TASK ITEM — Search the material below for the string "Ahbab" and copy each line where it appears.

LISTED ENTRIES —
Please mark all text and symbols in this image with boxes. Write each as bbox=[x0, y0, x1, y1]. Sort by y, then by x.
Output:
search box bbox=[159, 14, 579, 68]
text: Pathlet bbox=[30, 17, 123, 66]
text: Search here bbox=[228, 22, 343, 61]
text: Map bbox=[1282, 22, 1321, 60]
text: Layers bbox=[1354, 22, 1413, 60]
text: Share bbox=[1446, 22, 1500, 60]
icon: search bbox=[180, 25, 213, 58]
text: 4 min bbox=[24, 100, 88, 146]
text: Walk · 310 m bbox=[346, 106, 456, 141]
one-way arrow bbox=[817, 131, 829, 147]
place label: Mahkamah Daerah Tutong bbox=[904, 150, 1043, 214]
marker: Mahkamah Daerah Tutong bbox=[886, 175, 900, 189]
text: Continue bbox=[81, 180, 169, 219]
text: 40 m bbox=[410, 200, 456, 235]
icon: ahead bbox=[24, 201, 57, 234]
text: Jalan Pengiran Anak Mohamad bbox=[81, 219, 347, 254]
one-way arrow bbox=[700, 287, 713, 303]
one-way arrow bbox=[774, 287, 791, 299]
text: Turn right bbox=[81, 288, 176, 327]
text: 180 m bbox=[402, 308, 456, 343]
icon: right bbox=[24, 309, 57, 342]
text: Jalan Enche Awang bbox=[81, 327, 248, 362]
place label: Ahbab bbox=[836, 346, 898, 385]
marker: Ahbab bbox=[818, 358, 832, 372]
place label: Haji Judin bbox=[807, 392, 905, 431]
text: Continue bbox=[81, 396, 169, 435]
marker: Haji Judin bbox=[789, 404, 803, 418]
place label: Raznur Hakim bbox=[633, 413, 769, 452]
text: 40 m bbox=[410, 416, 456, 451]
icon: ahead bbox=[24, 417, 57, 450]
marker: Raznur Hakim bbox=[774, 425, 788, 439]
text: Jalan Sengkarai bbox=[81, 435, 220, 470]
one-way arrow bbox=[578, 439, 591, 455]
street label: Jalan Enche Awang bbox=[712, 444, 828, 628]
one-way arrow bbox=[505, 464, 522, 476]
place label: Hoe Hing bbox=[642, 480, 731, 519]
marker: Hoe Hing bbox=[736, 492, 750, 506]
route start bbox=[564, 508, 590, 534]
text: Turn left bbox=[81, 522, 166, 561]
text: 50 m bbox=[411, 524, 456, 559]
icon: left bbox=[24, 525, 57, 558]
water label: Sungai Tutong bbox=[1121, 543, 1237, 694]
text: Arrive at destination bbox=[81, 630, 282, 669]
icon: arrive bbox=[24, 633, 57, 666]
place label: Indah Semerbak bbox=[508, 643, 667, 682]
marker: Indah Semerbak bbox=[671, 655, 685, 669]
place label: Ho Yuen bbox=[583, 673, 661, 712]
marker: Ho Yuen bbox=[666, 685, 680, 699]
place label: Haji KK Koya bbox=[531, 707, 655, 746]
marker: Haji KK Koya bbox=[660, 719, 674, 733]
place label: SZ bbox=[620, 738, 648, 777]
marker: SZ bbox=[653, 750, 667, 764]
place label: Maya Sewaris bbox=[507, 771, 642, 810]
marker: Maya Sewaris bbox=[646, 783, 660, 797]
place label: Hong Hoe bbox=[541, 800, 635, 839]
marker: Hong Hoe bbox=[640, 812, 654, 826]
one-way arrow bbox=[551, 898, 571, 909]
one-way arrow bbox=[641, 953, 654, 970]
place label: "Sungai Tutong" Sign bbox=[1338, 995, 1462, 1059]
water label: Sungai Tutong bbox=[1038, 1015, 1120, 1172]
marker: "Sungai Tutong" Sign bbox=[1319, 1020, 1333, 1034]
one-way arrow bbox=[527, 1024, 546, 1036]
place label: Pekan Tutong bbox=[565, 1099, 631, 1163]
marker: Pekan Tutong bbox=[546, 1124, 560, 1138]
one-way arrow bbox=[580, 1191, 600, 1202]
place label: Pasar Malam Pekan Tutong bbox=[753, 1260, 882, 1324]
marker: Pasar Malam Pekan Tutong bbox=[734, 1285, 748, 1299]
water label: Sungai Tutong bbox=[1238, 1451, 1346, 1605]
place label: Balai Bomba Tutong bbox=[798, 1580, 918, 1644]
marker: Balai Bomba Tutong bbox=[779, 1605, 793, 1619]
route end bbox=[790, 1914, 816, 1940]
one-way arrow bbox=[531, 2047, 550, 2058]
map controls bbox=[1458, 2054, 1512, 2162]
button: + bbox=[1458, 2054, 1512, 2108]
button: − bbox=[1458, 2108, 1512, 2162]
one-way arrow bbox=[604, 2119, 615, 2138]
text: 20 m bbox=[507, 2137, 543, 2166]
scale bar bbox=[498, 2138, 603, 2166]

ANSWER TO THIS EXERCISE —
place label: Ahbab bbox=[836, 346, 898, 385]
marker: Ahbab bbox=[818, 358, 832, 372]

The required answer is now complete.